I had a roommate for many years to whom the word seasons meant baseball, basketball or football.  Any other concept of the passing of time just flew over his head.  Once ESPN became available in Barrow, I was afraid he’d lose all ability to walk or be in sunlight.

But I never quite got caught up in the fascination of watching sports. So I never really followed them except for every two to four years when the Olympics were held. Then I became a blubbering captive of every sappy story put together by the networks to drag me into the personal life of some young person who had sacrificed their entire existence in order to be the best in the world at some obscure sport that would ultimately lead them to a chiropractor’s office very early in life.  I mean, seriously, how many sports get covered at the Olympics that cause you to sit up, scratch you head and exclaim, “Huh!?” You’ve never heard of it and aren’t sure but what Bob Costas might not be pulling your leg in describing it.

The obvious exception to all this is gymnastics in the summer Olympics and ice-skating in the winter Olympics.  Once every four years everyone becomes an expert in these fields and cheers on our American favorites as though we’d been there all along and knew exactly what we were cheering for.

In my life, my fascination with gymnastics comes from the fact that I still can’t believe anyone can voluntarily bend their bodies that way and then nonchalantly straighten up and keep going.
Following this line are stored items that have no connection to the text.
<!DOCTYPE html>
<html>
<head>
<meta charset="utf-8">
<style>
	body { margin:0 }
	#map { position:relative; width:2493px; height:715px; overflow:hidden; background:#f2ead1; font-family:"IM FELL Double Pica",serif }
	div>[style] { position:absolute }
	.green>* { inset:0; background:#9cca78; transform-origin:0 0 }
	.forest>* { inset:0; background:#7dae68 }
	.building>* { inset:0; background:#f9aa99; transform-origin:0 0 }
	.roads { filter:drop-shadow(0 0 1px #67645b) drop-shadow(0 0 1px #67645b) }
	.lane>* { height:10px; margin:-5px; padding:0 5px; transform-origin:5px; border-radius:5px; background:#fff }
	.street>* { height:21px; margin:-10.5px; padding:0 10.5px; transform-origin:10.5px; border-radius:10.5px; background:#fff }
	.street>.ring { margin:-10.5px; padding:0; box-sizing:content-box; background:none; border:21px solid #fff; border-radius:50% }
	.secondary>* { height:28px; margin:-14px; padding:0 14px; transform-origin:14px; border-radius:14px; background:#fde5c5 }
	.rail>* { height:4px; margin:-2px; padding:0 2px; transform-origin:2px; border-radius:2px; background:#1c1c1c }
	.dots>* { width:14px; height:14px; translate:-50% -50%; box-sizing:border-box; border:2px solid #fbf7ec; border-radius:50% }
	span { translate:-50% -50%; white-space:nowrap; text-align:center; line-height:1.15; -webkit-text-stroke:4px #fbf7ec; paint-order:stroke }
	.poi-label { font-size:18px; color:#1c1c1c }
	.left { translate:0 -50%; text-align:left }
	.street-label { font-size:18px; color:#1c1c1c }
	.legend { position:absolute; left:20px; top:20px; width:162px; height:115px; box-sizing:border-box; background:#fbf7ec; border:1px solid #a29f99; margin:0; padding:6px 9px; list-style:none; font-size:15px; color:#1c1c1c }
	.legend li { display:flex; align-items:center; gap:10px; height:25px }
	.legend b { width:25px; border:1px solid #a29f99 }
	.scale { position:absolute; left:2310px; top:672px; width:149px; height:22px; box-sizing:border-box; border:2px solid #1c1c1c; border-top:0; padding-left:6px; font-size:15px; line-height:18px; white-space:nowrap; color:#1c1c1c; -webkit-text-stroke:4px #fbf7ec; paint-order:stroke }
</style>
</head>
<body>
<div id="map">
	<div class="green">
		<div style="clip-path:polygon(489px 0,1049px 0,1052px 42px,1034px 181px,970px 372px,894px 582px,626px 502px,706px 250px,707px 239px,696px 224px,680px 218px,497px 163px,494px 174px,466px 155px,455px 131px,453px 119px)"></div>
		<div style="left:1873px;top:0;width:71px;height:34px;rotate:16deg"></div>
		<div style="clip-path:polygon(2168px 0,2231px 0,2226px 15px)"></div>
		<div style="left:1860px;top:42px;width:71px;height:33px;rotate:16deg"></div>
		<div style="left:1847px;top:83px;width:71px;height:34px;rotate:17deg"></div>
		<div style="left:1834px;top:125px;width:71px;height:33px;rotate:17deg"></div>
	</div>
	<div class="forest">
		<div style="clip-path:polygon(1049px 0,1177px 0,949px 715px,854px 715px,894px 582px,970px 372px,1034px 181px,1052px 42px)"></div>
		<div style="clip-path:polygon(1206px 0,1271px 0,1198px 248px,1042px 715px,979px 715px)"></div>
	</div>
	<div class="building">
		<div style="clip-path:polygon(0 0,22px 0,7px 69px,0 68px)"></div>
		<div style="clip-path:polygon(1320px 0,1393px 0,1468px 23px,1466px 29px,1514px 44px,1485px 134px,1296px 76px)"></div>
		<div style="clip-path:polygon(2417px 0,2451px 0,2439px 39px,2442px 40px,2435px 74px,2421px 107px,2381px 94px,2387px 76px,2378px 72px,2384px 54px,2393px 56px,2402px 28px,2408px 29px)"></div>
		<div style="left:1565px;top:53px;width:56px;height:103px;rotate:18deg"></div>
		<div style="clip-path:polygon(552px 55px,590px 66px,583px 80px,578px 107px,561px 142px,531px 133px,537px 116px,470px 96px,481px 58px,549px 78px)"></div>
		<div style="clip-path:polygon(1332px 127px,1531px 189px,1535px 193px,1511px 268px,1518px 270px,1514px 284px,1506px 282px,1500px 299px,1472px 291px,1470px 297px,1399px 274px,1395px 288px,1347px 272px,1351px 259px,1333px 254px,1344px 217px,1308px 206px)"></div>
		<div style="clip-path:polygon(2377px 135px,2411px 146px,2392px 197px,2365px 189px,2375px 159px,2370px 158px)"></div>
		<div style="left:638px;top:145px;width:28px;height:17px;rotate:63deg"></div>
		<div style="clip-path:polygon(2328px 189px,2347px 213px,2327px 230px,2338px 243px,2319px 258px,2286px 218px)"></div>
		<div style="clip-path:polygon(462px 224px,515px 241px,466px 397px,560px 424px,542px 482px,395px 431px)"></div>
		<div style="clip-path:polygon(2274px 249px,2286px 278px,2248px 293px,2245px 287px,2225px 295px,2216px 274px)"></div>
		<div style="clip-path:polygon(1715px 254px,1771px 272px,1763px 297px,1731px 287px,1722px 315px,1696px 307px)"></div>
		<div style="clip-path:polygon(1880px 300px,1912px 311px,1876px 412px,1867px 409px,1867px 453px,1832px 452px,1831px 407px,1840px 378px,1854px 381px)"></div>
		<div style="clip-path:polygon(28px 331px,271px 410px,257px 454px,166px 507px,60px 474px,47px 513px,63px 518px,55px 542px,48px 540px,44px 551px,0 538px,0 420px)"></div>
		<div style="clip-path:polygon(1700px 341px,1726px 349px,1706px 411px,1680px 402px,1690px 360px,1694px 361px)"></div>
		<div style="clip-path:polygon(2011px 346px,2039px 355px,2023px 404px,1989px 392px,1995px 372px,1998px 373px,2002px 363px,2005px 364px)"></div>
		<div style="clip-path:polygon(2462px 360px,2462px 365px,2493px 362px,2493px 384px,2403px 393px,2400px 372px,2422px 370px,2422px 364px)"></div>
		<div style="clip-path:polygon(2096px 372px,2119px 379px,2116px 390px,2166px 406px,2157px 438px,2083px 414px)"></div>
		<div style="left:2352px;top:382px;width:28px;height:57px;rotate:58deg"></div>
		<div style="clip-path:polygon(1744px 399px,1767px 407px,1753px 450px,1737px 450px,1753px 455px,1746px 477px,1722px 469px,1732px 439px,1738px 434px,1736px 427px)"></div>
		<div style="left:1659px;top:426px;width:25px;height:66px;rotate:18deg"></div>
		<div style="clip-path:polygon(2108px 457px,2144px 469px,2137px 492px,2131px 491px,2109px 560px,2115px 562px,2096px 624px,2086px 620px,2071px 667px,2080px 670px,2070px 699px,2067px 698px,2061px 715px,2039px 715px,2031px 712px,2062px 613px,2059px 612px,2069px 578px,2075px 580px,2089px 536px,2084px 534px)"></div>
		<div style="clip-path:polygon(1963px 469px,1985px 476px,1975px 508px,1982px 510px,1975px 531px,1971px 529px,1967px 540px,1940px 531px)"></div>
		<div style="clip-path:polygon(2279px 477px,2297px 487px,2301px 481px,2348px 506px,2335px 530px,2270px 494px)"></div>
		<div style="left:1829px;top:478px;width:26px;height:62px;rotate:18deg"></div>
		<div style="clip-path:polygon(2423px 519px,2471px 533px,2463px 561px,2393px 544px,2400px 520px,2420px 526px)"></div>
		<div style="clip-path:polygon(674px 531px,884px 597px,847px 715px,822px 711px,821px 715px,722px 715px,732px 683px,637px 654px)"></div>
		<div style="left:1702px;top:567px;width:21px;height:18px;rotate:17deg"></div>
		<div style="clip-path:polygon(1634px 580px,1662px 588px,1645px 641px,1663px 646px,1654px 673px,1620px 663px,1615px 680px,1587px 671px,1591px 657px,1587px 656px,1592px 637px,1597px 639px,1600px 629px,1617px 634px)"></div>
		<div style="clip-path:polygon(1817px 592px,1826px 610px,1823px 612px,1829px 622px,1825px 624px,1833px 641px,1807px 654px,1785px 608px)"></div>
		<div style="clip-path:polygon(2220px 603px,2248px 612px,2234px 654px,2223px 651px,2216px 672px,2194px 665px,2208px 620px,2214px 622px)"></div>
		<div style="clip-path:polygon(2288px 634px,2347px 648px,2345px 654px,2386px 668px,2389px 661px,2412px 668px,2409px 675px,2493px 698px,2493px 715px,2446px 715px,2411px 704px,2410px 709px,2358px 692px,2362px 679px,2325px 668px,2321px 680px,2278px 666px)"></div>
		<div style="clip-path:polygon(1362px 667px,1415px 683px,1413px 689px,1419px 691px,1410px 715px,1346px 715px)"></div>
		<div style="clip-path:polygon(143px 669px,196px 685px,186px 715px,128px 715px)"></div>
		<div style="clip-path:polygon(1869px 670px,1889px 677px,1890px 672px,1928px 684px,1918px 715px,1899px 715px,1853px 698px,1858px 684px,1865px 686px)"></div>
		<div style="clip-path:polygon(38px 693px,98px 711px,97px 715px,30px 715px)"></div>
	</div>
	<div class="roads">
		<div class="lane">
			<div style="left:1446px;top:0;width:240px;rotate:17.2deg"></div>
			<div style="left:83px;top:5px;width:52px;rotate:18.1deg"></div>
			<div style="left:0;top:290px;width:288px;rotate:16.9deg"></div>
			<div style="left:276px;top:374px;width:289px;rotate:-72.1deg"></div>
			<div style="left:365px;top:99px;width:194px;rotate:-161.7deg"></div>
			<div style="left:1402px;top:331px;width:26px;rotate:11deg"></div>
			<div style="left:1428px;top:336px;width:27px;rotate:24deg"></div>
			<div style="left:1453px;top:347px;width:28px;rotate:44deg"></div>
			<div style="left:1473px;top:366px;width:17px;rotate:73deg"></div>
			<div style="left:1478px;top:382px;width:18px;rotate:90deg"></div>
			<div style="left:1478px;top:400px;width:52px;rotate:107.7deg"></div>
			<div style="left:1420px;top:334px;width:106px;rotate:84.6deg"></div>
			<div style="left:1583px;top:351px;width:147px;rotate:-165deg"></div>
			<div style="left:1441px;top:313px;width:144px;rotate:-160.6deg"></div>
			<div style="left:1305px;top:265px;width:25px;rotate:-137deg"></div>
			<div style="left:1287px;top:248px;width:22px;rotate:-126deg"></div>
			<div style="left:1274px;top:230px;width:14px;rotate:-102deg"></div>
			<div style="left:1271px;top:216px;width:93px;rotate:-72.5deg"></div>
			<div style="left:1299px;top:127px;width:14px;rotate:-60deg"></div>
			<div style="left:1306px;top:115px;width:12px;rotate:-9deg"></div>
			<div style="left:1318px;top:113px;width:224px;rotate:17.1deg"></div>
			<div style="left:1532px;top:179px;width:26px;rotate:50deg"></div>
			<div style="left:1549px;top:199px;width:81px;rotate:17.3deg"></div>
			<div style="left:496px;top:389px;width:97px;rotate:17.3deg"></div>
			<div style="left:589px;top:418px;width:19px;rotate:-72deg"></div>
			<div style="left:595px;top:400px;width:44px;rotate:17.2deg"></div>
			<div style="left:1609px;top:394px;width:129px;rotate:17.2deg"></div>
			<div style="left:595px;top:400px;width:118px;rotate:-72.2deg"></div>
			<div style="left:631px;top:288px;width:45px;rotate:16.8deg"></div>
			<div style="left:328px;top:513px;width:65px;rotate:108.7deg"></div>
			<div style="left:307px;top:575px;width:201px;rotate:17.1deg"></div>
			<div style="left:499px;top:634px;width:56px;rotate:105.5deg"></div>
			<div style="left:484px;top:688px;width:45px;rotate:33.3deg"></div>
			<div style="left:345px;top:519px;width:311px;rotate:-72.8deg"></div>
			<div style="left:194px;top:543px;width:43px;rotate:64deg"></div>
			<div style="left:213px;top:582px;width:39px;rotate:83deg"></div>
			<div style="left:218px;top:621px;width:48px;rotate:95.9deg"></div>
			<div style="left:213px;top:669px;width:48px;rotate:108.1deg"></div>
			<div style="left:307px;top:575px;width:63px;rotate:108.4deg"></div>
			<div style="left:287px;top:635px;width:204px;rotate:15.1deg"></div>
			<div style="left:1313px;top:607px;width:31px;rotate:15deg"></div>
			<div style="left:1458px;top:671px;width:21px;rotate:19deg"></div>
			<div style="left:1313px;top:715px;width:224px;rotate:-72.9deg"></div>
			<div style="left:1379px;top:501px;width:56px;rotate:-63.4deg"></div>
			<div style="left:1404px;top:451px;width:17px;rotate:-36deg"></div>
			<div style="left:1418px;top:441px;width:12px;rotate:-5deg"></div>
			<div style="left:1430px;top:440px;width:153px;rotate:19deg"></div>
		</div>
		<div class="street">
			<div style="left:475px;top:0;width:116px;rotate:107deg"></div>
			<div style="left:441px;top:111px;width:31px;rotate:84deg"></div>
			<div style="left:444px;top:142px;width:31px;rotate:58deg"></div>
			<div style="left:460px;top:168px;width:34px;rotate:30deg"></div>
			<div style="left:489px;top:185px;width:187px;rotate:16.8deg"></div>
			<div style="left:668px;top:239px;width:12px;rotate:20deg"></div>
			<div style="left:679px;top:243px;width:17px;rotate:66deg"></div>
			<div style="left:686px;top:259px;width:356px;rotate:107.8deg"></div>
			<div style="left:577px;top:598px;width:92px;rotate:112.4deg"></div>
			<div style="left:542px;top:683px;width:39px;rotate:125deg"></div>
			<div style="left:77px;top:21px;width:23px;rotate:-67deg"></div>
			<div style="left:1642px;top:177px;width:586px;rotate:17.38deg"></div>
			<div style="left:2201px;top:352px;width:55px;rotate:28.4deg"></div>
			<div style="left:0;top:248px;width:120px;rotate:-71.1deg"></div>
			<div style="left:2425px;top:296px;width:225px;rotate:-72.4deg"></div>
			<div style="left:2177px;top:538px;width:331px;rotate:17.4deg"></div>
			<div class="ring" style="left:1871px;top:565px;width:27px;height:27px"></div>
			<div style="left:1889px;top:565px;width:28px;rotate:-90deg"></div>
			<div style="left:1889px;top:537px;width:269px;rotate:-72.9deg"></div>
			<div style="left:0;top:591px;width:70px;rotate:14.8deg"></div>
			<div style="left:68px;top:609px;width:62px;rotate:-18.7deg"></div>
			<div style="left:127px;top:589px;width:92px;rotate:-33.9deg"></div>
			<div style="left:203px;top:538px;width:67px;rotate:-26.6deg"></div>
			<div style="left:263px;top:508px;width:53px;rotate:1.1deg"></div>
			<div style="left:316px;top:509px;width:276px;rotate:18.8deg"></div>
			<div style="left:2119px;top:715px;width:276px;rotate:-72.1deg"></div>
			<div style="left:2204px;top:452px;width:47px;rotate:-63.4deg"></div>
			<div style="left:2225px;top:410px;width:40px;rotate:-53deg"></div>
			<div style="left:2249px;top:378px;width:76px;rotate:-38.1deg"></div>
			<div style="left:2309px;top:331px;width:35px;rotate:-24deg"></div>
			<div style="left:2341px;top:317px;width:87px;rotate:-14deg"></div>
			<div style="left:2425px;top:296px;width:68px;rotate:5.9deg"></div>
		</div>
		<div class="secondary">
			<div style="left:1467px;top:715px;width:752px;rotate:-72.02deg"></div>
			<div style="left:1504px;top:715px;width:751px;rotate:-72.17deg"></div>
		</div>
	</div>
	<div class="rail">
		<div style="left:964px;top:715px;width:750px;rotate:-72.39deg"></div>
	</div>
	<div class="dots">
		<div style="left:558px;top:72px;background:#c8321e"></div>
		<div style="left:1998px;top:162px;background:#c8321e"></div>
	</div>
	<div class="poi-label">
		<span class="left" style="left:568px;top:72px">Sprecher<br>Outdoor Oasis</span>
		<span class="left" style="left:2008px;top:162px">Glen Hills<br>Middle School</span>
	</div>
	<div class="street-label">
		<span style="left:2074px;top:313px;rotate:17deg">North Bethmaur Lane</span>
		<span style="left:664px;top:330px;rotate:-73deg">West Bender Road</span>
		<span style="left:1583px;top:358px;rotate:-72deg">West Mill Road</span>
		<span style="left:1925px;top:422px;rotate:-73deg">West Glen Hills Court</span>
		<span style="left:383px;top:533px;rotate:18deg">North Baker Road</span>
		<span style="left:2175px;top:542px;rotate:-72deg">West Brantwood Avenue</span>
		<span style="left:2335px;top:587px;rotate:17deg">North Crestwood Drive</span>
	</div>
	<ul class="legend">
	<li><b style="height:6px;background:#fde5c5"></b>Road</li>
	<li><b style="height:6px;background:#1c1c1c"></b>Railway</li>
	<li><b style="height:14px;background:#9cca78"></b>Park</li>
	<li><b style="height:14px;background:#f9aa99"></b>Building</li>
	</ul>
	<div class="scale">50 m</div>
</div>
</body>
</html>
I get absolutely wrapped up in watching for the moment when one of the gymnasts bends over into an impossible pose, suddenly gets a look of consternation on his/her face, and has to be carried from the gym twisted round like a pretzel.

But that never happens and so I find myself mesmerized by the battle of the perfect bodies unfolding on my TV. And as the competition progressed this year for the men and women’s All Around, I realized that in order to win, Carly and Paul needed someone else to falter.  And as mean as it sounds, I found myself sitting there as the other gymnasts took to an apparatus thinking “Fall!  Fall!  Fall!”. 

Now I’m sure each of those gymnasts – many from poor countries whose only hope for a future was to win the gold medal – deserved victory.  But they weren’t American. And suddenly I was SO American that only an American win seemed a fair result.

The scary thing is that each time I thought “fall”, some gymnast stumbled and fell. Soon I was drunk on my own power and within minutes Paul and Carly were being crowned with olive wreaths as our new champions. 

Victory was mine.  And it tasted sweet.  Now, I have to go rest up for the winter Olympics.  Getting those other ice skaters to stumble at the right time will take all my energy and I need to start preparing now.